Выбрать главу

Произошло нечто черное; оно являлось, вламываясь в мою жизнь, время от времени с промежутками в два-три года... Вадим лежал на земле, кривил рот и испускал те самые странные звуки, какие я уже слышал ночью сквозь сон и которые тогда отогнал от себя. Теперь отогнать их нельзя было. Они открыто пришли при свете, при соснах, прямо к моим ушам, и вокруг стояли мальчики, как свидетели, и уж никак нельзя было отпереться.

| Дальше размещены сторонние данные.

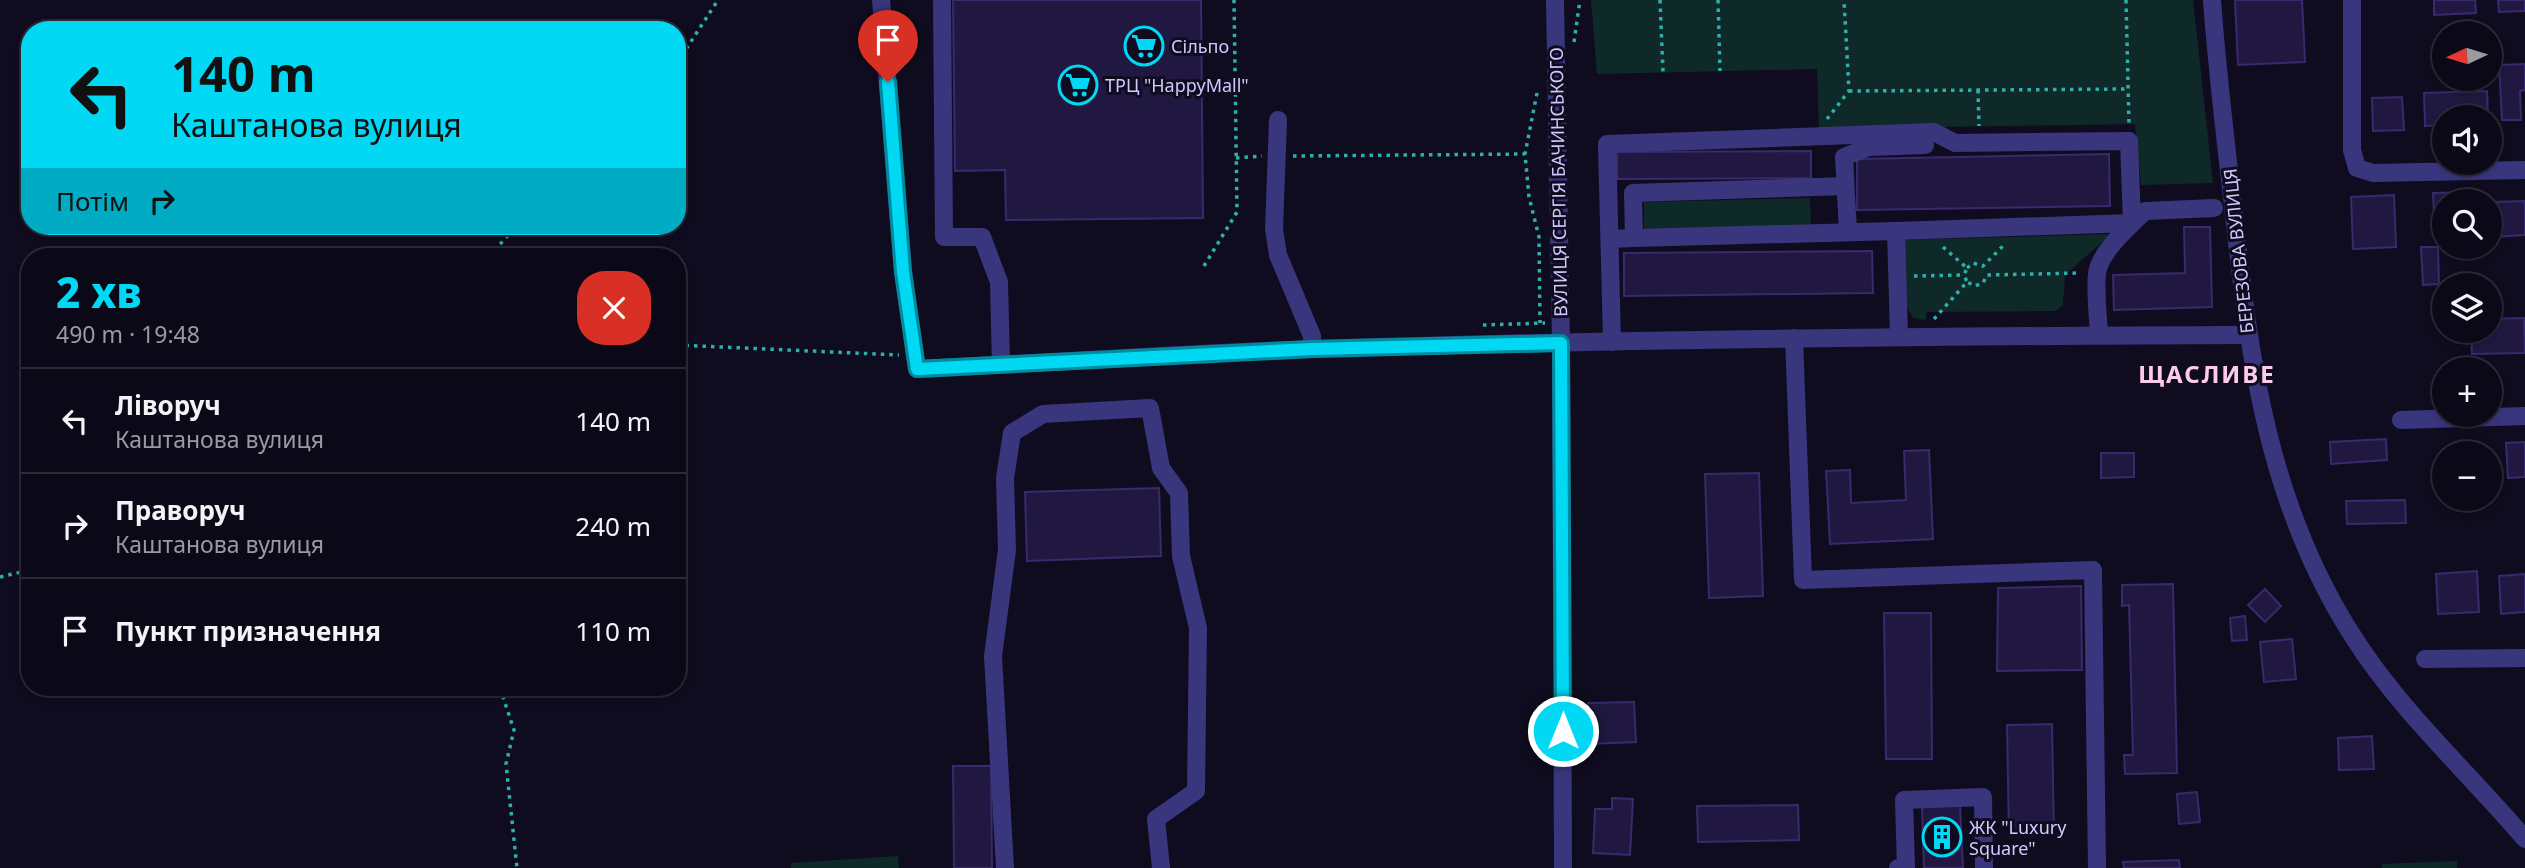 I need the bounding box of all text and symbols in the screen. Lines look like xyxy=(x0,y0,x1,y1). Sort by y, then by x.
pin xyxy=(858,10,918,82)
icon: arrive xyxy=(869,21,907,59)
north arrow xyxy=(2432,21,2502,91)
map controls xyxy=(2432,21,2502,511)
supermarket icon: Сільпо xyxy=(1123,25,1165,67)
place label: Сільпо xyxy=(1171,34,1229,58)
text: 140 m xyxy=(171,40,316,106)
street label: ВУЛИЦЯ СЕРГІЯ БАЧИНСЬКОГО xyxy=(1544,47,1572,317)
icon: left xyxy=(56,49,147,140)
supermarket icon: ТРЦ "HappyMall" xyxy=(1057,64,1099,106)
place label: ТРЦ "HappyMall" xyxy=(1105,73,1249,97)
text: Каштанова вулиця xyxy=(171,103,462,146)
button: sound xyxy=(2432,105,2502,175)
street label: БЕРЕЗОВА ВУЛИЦЯ xyxy=(2217,167,2259,335)
icon: right xyxy=(143,182,181,220)
text: Потім xyxy=(56,183,129,219)
button: search xyxy=(2432,189,2502,259)
text: 2 хв xyxy=(56,263,142,320)
button: close xyxy=(577,271,651,345)
button: layers xyxy=(2432,273,2502,343)
text: 490 m · 19:48 xyxy=(56,318,200,350)
district label: ЩАСЛИВЕ xyxy=(2138,357,2276,390)
button: + xyxy=(2432,357,2502,427)
text: Ліворуч xyxy=(115,387,221,423)
icon: left xyxy=(56,402,94,440)
text: 140 m xyxy=(575,403,651,439)
text: Каштанова вулиця xyxy=(115,423,324,455)
button: − xyxy=(2432,441,2502,511)
text: Праворуч xyxy=(115,492,246,528)
icon: right xyxy=(56,507,94,545)
text: 240 m xyxy=(575,508,651,544)
text: Каштанова вулиця xyxy=(115,528,324,560)
icon: arrive xyxy=(56,612,94,650)
text: Пункт призначення xyxy=(115,613,381,649)
text: 110 m xyxy=(575,613,651,649)
position arrow xyxy=(1526,694,1600,768)
place label: ЖК "Luxury Square" xyxy=(1969,815,2067,860)
building icon: ЖК "Luxury Square" xyxy=(1921,816,1963,858)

Вадим лежал; показалось, что он сразу сделался меньше. Веки были полуопущены и голубые зрачки косясь смотрели на меня. Не знаю -- видел ли он, но казалось, что этими полуоткрытыми тусклыми глазами он кричал. Мы столпились над ним; в том, что мы все стояли, а он лежал, было чувство большой перед ним виновности.

Стахельский заплакал, отбросил от себя лукошко и, положив обе руки на ствол дерева, прислонился к ним лбом. Сразу все потускнело: небо, солнце, вся поляна, все то, что я прожил и что еще должен пережить.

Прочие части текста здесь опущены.